→ **Task details**:
Set down word for word each line from the start of the listing through the line that contains "0 #1c1c1c) drop-shadow(-2px", both included.

##########

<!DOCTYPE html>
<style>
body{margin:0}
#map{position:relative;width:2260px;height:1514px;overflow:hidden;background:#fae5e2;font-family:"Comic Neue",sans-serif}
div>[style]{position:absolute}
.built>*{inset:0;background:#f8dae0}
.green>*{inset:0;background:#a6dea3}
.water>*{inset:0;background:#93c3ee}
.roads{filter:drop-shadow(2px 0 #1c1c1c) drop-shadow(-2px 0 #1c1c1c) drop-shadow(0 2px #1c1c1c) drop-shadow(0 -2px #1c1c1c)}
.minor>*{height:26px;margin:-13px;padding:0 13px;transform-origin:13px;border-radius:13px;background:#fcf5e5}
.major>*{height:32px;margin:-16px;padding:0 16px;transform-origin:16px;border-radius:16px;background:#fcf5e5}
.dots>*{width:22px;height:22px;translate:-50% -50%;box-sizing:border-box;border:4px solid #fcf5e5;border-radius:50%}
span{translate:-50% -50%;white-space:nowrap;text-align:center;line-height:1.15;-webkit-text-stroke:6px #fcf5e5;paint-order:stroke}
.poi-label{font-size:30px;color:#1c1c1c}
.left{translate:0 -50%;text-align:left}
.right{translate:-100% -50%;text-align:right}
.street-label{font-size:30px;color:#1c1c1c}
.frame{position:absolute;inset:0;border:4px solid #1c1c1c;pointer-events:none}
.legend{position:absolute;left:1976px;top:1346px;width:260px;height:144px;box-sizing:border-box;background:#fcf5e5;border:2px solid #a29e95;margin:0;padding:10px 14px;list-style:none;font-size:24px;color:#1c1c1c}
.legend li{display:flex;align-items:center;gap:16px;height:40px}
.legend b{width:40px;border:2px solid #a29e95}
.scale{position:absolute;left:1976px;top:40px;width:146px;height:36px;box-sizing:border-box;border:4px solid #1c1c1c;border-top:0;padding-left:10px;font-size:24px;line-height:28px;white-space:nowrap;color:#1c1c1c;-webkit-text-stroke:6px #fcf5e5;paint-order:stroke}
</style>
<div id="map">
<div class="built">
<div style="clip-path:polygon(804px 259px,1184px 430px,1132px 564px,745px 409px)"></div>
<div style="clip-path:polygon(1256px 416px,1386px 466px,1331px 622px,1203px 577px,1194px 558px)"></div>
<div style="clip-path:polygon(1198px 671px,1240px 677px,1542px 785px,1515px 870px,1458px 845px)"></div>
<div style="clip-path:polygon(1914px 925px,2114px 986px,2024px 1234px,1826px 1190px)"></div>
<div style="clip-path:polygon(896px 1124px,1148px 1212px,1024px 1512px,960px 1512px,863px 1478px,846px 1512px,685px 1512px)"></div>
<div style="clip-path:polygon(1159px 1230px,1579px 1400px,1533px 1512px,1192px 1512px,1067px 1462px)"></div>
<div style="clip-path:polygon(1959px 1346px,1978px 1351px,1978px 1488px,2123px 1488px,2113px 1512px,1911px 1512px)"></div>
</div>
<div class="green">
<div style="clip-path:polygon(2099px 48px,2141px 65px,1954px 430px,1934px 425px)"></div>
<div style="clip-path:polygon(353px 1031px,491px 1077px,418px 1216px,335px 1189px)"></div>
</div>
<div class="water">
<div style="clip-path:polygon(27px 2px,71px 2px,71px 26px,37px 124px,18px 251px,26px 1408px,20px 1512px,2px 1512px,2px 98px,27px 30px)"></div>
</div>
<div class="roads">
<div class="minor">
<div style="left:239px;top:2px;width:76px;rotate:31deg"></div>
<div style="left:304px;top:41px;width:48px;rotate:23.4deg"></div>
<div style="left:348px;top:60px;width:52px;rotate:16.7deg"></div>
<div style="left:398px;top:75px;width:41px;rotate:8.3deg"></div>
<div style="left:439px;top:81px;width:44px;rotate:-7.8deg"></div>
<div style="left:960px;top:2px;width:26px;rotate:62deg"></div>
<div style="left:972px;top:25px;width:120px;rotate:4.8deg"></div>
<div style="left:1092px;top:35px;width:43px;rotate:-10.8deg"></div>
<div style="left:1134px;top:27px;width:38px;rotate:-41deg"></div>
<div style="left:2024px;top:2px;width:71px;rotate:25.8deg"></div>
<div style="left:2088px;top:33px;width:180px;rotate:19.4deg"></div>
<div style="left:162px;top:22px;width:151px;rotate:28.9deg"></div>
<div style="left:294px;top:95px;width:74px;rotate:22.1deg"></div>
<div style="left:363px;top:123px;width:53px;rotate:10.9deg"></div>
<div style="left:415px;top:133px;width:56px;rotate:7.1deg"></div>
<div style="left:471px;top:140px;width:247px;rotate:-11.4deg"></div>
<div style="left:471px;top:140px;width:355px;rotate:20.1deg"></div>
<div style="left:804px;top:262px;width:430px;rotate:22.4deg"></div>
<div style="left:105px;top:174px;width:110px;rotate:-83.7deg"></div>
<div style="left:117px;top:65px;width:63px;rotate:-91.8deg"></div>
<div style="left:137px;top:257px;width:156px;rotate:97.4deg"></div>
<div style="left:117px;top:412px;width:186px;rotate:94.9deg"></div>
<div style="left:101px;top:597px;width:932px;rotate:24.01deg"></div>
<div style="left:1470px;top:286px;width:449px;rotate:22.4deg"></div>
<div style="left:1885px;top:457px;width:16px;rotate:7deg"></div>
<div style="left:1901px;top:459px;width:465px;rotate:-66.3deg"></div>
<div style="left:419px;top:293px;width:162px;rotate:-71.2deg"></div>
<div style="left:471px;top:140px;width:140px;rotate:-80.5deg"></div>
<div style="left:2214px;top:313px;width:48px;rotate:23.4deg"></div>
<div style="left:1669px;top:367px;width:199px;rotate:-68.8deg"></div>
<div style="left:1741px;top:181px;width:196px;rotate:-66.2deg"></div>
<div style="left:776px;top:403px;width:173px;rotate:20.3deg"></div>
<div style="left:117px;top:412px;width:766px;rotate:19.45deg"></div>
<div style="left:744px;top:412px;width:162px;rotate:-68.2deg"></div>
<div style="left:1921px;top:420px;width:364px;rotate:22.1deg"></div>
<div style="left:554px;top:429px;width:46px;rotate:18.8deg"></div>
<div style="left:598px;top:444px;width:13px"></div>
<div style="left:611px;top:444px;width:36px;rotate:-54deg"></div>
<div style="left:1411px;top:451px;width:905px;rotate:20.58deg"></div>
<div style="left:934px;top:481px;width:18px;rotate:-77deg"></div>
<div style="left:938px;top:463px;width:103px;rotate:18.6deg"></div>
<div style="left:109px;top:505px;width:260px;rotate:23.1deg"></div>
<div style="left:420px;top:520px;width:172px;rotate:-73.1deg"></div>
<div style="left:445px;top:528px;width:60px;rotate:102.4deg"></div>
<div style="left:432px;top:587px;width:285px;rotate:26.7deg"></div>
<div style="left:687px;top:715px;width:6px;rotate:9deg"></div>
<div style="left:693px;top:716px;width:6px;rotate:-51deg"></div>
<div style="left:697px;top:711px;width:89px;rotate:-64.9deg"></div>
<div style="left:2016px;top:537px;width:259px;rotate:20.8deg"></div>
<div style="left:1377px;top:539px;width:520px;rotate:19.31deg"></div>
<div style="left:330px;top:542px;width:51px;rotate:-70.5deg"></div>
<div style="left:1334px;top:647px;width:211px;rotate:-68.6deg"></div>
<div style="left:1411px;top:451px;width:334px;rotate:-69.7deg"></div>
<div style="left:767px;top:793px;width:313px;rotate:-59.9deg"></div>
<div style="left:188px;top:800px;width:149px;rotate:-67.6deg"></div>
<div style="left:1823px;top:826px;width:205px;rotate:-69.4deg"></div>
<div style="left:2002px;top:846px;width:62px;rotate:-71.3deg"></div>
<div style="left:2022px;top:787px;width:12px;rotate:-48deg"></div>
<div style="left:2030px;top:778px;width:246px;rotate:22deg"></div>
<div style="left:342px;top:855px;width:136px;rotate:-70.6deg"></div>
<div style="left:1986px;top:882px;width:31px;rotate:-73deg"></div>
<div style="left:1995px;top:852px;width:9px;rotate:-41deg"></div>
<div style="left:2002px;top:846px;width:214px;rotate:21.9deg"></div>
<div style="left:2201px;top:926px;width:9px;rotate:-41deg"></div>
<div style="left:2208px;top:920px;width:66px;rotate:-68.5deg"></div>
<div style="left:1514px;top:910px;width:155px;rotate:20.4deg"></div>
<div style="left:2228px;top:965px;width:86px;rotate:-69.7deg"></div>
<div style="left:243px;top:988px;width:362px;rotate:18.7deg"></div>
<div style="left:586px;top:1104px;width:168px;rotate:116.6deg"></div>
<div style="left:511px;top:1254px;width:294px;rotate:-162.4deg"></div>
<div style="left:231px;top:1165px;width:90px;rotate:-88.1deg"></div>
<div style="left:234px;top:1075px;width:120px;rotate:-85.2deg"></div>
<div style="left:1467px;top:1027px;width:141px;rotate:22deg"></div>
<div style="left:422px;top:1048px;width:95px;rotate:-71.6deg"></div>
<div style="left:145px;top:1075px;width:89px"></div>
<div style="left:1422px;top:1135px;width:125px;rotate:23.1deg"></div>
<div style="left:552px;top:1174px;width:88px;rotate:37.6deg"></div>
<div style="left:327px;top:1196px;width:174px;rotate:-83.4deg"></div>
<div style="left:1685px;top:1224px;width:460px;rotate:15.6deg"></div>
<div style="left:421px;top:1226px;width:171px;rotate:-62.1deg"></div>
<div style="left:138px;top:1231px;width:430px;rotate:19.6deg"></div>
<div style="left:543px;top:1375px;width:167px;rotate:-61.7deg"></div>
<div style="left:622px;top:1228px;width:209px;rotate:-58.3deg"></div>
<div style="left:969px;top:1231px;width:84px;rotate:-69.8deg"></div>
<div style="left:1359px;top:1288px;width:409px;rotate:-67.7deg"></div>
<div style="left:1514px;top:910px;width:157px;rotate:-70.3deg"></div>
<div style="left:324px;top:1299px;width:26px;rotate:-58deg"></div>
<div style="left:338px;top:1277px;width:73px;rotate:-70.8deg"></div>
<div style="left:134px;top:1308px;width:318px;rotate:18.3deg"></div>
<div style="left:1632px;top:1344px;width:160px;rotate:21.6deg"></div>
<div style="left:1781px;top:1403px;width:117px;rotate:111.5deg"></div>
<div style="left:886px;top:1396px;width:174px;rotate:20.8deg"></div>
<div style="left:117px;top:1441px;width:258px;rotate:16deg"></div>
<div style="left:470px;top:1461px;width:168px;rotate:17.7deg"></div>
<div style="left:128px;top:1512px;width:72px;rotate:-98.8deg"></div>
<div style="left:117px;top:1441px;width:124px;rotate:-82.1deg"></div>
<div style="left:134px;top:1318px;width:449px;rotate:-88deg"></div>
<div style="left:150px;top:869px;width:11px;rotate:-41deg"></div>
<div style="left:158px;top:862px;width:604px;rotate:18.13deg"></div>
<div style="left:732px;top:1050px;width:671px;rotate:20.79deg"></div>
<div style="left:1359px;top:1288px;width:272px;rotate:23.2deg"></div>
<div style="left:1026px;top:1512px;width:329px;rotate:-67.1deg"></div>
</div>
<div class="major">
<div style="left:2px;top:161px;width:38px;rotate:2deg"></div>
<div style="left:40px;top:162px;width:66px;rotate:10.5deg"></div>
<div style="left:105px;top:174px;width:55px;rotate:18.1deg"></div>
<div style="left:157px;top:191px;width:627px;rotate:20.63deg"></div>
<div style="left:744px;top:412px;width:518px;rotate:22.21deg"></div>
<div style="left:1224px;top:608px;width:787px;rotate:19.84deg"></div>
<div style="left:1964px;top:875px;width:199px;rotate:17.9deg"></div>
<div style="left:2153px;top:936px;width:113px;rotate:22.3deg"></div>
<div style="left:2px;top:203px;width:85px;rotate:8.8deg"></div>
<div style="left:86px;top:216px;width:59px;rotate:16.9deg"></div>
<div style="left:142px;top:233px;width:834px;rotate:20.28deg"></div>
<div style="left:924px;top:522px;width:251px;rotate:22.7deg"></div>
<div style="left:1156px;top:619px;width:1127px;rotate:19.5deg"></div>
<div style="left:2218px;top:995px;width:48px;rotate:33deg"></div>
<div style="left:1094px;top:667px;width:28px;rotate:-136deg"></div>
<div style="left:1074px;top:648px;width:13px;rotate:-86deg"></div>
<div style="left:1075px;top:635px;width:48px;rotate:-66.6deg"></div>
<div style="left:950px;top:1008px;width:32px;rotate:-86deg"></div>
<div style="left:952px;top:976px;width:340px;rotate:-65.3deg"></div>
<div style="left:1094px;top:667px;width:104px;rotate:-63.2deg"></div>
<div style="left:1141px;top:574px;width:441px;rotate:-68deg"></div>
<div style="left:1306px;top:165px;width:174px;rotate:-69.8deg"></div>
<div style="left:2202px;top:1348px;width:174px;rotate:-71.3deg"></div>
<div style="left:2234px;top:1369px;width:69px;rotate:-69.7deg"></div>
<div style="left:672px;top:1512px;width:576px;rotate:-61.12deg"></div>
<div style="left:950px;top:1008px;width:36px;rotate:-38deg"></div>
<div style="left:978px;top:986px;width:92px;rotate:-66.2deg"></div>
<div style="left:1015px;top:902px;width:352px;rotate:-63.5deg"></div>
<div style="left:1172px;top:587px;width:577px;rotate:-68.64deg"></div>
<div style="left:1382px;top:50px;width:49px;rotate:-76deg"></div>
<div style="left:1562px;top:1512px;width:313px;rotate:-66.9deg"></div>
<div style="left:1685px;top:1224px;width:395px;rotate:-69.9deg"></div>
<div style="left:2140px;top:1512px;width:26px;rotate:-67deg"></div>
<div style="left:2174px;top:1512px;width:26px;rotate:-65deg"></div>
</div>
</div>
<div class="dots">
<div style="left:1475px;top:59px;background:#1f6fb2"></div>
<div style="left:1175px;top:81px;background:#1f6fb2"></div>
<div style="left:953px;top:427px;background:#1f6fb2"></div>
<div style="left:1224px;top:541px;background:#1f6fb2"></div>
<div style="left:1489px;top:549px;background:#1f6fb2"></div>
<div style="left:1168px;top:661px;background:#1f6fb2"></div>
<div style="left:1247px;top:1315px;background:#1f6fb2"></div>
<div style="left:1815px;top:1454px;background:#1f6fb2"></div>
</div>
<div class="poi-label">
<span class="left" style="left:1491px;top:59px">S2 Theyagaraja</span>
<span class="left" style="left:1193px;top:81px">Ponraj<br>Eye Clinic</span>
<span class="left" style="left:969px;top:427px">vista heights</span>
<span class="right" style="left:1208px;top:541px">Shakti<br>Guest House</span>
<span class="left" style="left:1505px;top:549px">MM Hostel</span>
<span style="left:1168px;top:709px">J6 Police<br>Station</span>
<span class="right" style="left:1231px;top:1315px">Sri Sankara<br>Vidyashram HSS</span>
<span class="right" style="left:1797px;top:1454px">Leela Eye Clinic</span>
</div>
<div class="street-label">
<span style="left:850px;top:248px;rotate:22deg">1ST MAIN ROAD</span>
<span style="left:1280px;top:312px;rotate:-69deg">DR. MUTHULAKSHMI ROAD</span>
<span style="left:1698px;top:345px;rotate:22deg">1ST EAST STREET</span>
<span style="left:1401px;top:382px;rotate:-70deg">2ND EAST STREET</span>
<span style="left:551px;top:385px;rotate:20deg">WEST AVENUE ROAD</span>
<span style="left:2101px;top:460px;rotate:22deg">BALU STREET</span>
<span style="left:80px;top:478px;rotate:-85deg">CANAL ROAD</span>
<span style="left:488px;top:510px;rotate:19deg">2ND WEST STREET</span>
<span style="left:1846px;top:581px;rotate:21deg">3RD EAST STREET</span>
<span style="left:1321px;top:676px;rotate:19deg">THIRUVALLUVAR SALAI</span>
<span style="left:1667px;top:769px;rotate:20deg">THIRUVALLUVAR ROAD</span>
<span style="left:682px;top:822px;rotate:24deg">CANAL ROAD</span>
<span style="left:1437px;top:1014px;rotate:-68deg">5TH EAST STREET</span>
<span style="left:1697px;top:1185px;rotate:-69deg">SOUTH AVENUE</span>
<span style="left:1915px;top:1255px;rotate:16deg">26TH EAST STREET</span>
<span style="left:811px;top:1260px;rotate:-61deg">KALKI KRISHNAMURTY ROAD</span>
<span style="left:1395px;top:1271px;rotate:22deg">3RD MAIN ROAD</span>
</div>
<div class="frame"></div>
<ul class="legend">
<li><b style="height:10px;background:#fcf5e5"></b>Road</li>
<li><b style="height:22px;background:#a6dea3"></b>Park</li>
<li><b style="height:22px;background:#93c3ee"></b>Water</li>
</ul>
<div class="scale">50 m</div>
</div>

##########

→ **Exercise output**:
<!DOCTYPE html>
<style>
body{margin:0}
#map{position:relative;width:2260px;height:1514px;overflow:hidden;background:#fae5e2;font-family:"Comic Neue",sans-serif}
div>[style]{position:absolute}
.built>*{inset:0;background:#f8dae0}
.green>*{inset:0;background:#a6dea3}
.water>*{inset:0;background:#93c3ee}
.roads{filter:drop-shadow(2px 0 #1c1c1c) drop-shadow(-2px 0 #1c1c1c) drop-shadow(0 2px #1c1c1c) drop-shadow(0 -2px #1c1c1c)}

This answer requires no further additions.